• TASK
Reproduce exactly, with no pictures, each line from the opening of the material down through the line containing "position:absolute; left:18px; top:555px;".

• • • • •

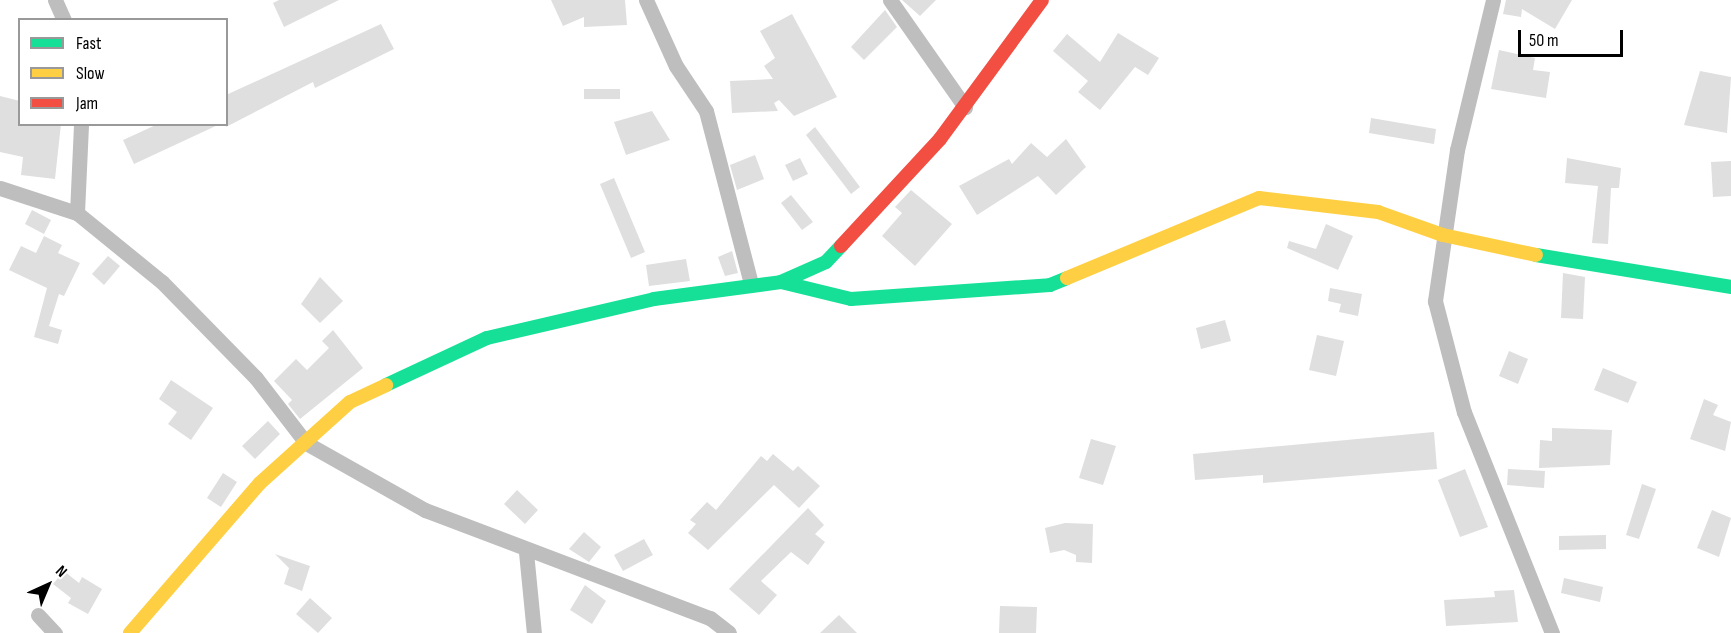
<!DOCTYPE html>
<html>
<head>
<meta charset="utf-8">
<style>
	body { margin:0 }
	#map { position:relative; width:1731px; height:633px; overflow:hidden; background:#fff; font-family:"Sofia Sans Condensed",sans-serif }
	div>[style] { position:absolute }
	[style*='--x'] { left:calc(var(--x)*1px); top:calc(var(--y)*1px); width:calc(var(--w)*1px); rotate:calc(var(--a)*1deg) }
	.building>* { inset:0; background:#dfdfdf }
	.street>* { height:15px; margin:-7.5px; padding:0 7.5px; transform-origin:7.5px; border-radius:7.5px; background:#bebebe }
	.fast>* { height:14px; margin:-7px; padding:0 7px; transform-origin:7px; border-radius:7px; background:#16e098 }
	.slow>* { height:14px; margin:-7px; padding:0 7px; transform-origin:7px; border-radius:7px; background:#ffcf43 }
	.jam>* { height:14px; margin:-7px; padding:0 7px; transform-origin:7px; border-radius:7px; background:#f24e42 }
	span { translate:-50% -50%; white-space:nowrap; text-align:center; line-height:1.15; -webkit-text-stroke:4.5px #fff; paint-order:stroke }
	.legend { position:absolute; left:18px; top:18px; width:210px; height:108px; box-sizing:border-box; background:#fff; border:2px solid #999; margin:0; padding:8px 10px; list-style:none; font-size:18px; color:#000 }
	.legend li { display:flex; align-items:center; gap:12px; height:30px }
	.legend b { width:30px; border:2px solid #999 }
	.north { position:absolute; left:18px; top:555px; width:60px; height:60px; -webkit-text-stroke:4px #fff; paint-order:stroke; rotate:44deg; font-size:16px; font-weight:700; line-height:24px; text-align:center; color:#000 }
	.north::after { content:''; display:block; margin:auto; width:21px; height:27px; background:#000; clip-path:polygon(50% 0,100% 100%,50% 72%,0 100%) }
	.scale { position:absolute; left:1518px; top:30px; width:105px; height:27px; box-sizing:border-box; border:3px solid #000; border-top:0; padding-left:8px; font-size:18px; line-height:21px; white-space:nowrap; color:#000; -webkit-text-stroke:4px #fff; paint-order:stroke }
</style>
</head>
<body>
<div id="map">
	<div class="building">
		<div style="clip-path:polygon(279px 0,339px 0,284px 27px,273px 3px)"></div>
		<div style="clip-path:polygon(551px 0,625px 0,627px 25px,584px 27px,584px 17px,563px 26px)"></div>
		<div style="clip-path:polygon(902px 0,936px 0,920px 16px)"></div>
		<div style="clip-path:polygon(1506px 0,1572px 0,1555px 29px,1522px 9px,1521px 17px,1503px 14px)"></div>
		<div style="clip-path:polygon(885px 10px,897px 27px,864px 60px,851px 47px)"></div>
		<div style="clip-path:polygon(792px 14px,837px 97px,794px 116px,779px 100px,774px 103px,778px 111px,732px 113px,730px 81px,773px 79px,764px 66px,775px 58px,760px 31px)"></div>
		<div style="clip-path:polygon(381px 24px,394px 49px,315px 88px,313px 82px,226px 127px,226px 95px)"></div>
		<div style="clip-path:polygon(1118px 33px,1159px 58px,1148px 75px,1135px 67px,1100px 110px,1078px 92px,1088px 81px,1053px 51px,1067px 34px,1100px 62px)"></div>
		<div style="clip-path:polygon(1499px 50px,1535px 58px,1533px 70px,1550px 72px,1546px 98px,1491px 89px)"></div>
		<div style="clip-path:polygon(1700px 71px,1731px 77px,1727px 133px,1684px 125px)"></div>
		<div style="clip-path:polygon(584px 89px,620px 89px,620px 99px,584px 99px)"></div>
		<div style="clip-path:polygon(0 96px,20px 101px,20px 124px,61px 124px,55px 179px,21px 175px,23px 157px,0 152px)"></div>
		<div style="clip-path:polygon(652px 111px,670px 140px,626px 155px,614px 122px)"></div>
		<div style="clip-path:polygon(1371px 118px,1436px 129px,1434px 144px,1369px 133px)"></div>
		<div style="clip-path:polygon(158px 124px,220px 124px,134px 164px,123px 140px)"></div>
		<div style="clip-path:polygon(815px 127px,860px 187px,851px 194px,806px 135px)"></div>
		<div style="clip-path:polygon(1066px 139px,1086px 167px,1056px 195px,1038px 176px,977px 215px,959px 186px,1009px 159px,1012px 164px,1031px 143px,1047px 157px)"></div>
		<div style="clip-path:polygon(755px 155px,764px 179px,737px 190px,730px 165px)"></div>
		<div style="clip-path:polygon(800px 158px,808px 174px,793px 181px,785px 165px)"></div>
		<div style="clip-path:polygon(1567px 158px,1621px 168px,1619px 188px,1611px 188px,1608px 244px,1592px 243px,1598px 186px,1565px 183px)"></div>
		<div style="clip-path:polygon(1731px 161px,1731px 196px,1713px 197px,1711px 162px)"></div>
		<div style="clip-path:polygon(614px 178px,645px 252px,631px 258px,600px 184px)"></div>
		<div style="clip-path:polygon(911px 190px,952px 224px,915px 266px,882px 236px,902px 213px,895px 207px)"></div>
		<div style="clip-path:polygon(791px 195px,813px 222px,802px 230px,781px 203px)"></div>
		<div style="clip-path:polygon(32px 210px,51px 220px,44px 234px,25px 224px)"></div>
		<div style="clip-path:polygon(1326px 224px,1353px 236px,1338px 270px,1287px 248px,1289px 241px,1316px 249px)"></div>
		<div style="clip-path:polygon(44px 236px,62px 245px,58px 253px,80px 263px,64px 296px,59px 294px,49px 326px,62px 330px,58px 344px,34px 337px,47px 288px,9px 270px,21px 246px,36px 253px)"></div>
		<div style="clip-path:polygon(732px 251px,738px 273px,725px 276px,718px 257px)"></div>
		<div style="clip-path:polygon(108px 256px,120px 266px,104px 285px,92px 274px)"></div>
		<div style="clip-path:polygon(686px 259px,690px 281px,649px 286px,646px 265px)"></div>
		<div style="clip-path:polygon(1563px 273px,1585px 277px,1583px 319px,1561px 318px)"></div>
		<div style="clip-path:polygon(320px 277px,343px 301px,320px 323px,301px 304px)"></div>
		<div style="clip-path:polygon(1330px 288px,1362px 294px,1358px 316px,1339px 312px,1341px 304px,1328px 301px)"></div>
		<div style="clip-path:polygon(1225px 320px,1231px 341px,1201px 349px,1196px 328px)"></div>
		<div style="clip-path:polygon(333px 330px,363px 368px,300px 419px,288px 404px,292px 400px,274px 381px,296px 359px,307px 370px,329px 348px,322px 341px)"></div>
		<div style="clip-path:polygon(1317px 335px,1344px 341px,1336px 376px,1309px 370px)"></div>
		<div style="clip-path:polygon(1509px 351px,1528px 359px,1518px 384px,1499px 376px)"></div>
		<div style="clip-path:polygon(1603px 368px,1637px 382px,1628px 403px,1594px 390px)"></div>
		<div style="clip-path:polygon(171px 380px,213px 408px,191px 440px,168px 424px,177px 412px,159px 399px)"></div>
		<div style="clip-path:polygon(1704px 399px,1718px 405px,1713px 415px,1731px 422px,1725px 451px,1690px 439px)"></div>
		<div style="clip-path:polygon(268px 421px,280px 434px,255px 459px,242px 446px)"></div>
		<div style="clip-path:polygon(1552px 428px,1612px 430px,1610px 465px,1539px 468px,1540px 440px,1552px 441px)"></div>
		<div style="clip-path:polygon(1434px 432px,1437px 469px,1263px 483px,1263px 475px,1195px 480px,1193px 454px)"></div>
		<div style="clip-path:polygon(1091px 439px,1116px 446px,1103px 485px,1079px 478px)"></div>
		<div style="clip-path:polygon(773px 454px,793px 471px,798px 466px,820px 486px,799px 508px,774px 485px,708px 550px,688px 533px,696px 524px,690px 520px,707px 502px,716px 510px,761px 456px,767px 461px)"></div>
		<div style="clip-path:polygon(1465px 469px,1488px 527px,1460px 537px,1438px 480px)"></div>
		<div style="clip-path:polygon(1508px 469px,1545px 471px,1544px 488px,1507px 485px)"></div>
		<div style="clip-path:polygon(223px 473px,237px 482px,221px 507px,207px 498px)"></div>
		<div style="clip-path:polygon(1642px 484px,1656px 489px,1639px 539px,1626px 535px)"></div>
		<div style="clip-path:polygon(517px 490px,538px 510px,525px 524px,504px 504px)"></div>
		<div style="clip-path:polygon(808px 508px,824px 525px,815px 534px,825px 542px,808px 565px,791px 552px,761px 581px,777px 595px,759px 615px,729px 589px)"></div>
		<div style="clip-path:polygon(1712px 510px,1731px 518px,1719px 557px,1697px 548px)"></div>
		<div style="clip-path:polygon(1065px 523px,1093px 524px,1092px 563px,1076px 562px,1076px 555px,1064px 550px,1050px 553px,1045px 528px)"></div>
		<div style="clip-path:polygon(584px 532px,601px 547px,589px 562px,569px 549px)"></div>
		<div style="clip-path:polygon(1606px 535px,1606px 549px,1559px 550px,1559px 536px)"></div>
		<div style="clip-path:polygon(644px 539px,653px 555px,623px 571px,614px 555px)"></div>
		<div style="clip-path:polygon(275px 554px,310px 566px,302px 591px,284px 584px,289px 568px)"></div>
		<div style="clip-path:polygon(64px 571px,79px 583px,82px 577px,102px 589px,88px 614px,68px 603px,71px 598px,53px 584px)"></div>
		<div style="clip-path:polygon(1564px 578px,1603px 587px,1600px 602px,1561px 593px)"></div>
		<div style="clip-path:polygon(585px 585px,606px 601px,592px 624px,570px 610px)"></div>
		<div style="clip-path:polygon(1514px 590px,1518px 622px,1446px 626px,1444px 600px,1495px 597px,1494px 591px)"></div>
		<div style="clip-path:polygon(310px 598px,332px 618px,318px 633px,296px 614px)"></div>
		<div style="clip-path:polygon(1000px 606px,1037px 607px,1036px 633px,999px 633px)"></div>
		<div style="clip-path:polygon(839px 615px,857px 633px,820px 633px)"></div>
	</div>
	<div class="street">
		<div style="--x:55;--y:0;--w:22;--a:66"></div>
		<div style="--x:646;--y:0;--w:72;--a:65.6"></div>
		<div style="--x:676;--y:66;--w:54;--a:56.3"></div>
		<div style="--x:706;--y:111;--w:179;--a:75.4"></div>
		<div style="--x:890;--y:0;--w:131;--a:55"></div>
		<div style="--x:1493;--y:0;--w:154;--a:103.5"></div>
		<div style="--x:1457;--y:150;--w:153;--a:98.3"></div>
		<div style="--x:1435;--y:301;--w:115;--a:75.4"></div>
		<div style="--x:1464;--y:412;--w:238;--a:68.3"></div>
		<div style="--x:0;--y:188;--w:81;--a:18"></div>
		<div style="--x:77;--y:213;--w:109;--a:39.1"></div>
		<div style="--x:162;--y:282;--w:134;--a:45.6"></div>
		<div style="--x:256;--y:378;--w:82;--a:52.4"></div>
		<div style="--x:306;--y:443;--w:137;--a:29.4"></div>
		<div style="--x:425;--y:510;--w:305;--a:20.8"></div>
		<div style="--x:710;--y:618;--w:24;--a:38"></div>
		<div style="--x:77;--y:213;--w:89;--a:-87.4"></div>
		<div style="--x:526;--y:552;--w:81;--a:84.4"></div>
		<div style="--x:38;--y:615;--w:25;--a:47"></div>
	</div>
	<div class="fast">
		<div style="--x:1536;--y:255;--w:198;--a:9.3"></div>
		<div style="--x:781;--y:282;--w:72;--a:13.7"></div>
		<div style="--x:851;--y:299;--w:199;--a:-4"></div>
		<div style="--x:1050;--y:285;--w:18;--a:-22"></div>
		<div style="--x:386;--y:385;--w:111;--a:-25"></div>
		<div style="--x:487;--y:338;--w:171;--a:-13.1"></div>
		<div style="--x:654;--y:299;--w:128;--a:-7.6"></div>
		<div style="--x:781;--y:282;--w:49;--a:-24"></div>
		<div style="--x:826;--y:262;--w:22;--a:-47"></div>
	</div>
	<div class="slow">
		<div style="--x:1067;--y:278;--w:208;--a:-22.6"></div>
		<div style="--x:1259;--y:198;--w:120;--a:6.7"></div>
		<div style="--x:1378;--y:212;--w:69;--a:19.5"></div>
		<div style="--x:1443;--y:235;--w:95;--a:12.1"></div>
		<div style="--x:130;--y:633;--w:198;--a:-49.1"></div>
		<div style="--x:260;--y:483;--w:121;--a:-42"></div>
		<div style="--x:350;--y:402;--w:40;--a:-25"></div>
	</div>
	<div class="jam">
		<div style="--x:841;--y:246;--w:146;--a:-47.2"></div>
		<div style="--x:940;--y:139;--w:172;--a:-53.7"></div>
	</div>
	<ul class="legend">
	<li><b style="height:8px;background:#16e098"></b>Fast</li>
	<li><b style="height:8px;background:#ffcf43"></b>Slow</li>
	<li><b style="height:8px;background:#f24e42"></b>Jam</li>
	</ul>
	<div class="north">N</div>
	<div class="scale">50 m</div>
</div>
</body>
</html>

• • • • •

• RESPONSE
<!DOCTYPE html>
<html>
<head>
<meta charset="utf-8">
<style>
	body { margin:0 }
	#map { position:relative; width:1731px; height:633px; overflow:hidden; background:#fff; font-family:"Sofia Sans Condensed",sans-serif }
	div>[style] { position:absolute }
	[style*='--x'] { left:calc(var(--x)*1px); top:calc(var(--y)*1px); width:calc(var(--w)*1px); rotate:calc(var(--a)*1deg) }
	.building>* { inset:0; background:#dfdfdf }
	.street>* { height:15px; margin:-7.5px; padding:0 7.5px; transform-origin:7.5px; border-radius:7.5px; background:#bebebe }
	.fast>* { height:14px; margin:-7px; padding:0 7px; transform-origin:7px; border-radius:7px; background:#16e098 }
	.slow>* { height:14px; margin:-7px; padding:0 7px; transform-origin:7px; border-radius:7px; background:#ffcf43 }
	.jam>* { height:14px; margin:-7px; padding:0 7px; transform-origin:7px; border-radius:7px; background:#f24e42 }
	span { translate:-50% -50%; white-space:nowrap; text-align:center; line-height:1.15; -webkit-text-stroke:4.5px #fff; paint-order:stroke }
	.legend { position:absolute; left:18px; top:18px; width:210px; height:108px; box-sizing:border-box; background:#fff; border:2px solid #999; margin:0; padding:8px 10px; list-style:none; font-size:18px; color:#000 }
	.legend li { display:flex; align-items:center; gap:12px; height:30px }
	.legend b { width:30px; border:2px solid #999 }
	.north { position:absolute; left:18px; top:555px; width:60px; height:60px; -webkit-text-stroke:4px #fff; paint-order:stroke; rotate:44deg; font-size:16px; font-weight:700; line-height:24px; text-align:center; color:#000 }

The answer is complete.